How Did Japan’s Largest Artist Collective, the Kanō School Survive the Threat of Extinction!?
The Kanō School’s Biggest Crisis
From the end of the Muromachi period to the end of the Edo period, for around 400 years, was the strongest and largest artist collective that always ran in the center of the art world — the Kanō school.
The founder, Kanō Masanobu, played an active part as the official artist of the Muromachi Shogunate, and Kanō Motonobu, the second generation, had many apprentices and established a workshop system that could meet the demands of a wide range of customers. Additionally, Motonobu’s grandchild, Kanō Eitoku (狩野永徳), was favored by rulers such as Oda Nobunaga and Toyotomi Hideyoshi, making him a star of the times.
However, tragedy fell upon what seemed to be the smooth sailing Kanō school. It was the sudden death of its master, Kanō Eitoku (狩野永徳). In the midst of troubled times when the future was uncertain, not only samurai, but artists also had to engage themselves in extremely fierce tactics for survival. Especially for the Kanō school, which had been closely involved with those in power, the turmoil caused by the death of the clan’s backbone, Eitoku, was enormous.
An incident occured, adding a further blow to the situation. The Kanō school, which received Toyotomi Hideyoshi’s generous patronage and was entrusted with most of the paintings, was robbed of their work from Hideyoshi by, of all people, their biggest rival, Hasegawa Tōhaku. Nothing could have been more humiliating for Eitoku’s eldest son, Kanō Mitsunobu, who had only just become the master.
It was the toughest time for the Kanō school, and a turbulent era as they had to determine who the ruler would be in the new era, for the sake of the clan’s survival. Now, what kind of secret methods did the Kanō school launch themselves into?
The Three Sides Strategy: the Kanō School’s Big Survival Tactic
With the Sekigahara battle as the turning point, the trends of society completely changed in the second half of the Momoyama period. The three-way struggle of power composed by the Toyotomi clan, the Tokugawa clan, and the Imperial Court also became the basis of the Kanō school’s survival tactics. It is the so-called ‘Three Sides Strategy.’
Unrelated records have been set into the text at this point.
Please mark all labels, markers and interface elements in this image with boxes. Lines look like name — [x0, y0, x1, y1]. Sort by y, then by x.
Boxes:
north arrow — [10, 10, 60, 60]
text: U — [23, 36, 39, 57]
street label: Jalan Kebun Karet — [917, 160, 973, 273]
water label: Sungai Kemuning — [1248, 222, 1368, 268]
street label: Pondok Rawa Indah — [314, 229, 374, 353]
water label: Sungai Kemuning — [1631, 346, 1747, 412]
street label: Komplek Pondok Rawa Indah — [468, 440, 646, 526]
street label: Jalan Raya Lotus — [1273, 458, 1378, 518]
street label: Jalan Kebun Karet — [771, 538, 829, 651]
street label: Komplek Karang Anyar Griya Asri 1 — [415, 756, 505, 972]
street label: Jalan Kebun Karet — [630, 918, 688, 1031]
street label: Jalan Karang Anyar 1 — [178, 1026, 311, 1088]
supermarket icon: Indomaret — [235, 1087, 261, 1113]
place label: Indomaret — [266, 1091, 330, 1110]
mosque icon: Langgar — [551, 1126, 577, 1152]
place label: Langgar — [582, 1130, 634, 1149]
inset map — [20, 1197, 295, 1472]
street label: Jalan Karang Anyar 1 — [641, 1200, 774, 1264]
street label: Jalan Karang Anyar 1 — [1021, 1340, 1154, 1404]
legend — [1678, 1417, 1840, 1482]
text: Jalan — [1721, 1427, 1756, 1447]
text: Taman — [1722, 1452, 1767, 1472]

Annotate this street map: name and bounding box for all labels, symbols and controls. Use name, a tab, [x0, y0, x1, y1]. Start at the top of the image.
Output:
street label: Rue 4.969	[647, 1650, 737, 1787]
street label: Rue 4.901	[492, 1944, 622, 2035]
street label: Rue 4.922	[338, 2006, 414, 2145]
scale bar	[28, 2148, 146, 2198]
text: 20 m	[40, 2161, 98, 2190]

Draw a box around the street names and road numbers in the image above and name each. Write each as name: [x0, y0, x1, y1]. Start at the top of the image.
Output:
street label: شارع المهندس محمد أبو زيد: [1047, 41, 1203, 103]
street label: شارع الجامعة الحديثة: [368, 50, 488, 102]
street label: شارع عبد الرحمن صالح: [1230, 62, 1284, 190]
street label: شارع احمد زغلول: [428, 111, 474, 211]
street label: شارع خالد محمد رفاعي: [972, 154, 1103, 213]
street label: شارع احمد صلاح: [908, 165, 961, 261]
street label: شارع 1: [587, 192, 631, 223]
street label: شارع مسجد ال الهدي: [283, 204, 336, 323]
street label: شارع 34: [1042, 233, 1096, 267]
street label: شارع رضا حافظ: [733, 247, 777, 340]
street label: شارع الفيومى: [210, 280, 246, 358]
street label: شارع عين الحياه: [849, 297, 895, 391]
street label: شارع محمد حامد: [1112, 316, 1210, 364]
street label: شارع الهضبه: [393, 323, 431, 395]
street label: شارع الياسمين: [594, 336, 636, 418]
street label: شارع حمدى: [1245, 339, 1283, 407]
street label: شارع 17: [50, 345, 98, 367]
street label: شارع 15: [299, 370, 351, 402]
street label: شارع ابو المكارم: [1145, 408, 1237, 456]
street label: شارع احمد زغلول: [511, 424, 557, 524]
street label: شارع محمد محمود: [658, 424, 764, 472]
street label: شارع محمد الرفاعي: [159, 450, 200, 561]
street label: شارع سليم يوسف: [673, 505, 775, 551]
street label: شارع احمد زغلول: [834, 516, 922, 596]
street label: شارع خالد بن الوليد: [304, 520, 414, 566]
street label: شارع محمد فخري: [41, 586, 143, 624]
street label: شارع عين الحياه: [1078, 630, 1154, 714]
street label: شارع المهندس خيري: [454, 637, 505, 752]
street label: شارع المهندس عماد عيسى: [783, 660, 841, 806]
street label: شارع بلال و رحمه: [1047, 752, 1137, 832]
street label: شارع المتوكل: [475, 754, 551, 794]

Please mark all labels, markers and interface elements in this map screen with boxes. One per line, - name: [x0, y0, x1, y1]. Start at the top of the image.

In other words, Kanō Eitoku’s apprentices, Kanō Sanraku and Kanō Naizen (both who were artists from families of samurai, whose talents were discovered by Hideyoshi,) served the Toyotomi clan, while Eitoku’s brother, Kanō Naganobu, who was 34 years Eitoku’s junior, served Tokugawa Ieyasu and Hidetada from the early stages, and later on, Kanō Tan-yū played a leading role in the Kanō clan achieving the title as the Edo Shogunate’s favorite artist. Kanō Takanobu was placed to serve the Imperial Court — he was a younger brother of Mitsunobu, and the father of three brothers, Kanō Tan-yū, Kanō Naonobu, and Kanō Eishin Yasunobu, who was well-trusted by the Emperor as an artist for the Imperial Court .
Thus, in this period of political instability, the Kanō school established a system that could ensure their survival through any unforeseen circumstance, and this became the cornerstone of the Kanō school’s prosperity until the end of the Bakumatsu period (1853-1869). It can be said that this was a secret method unique to the Kanō school, who honored their lineage and had influential apprentices.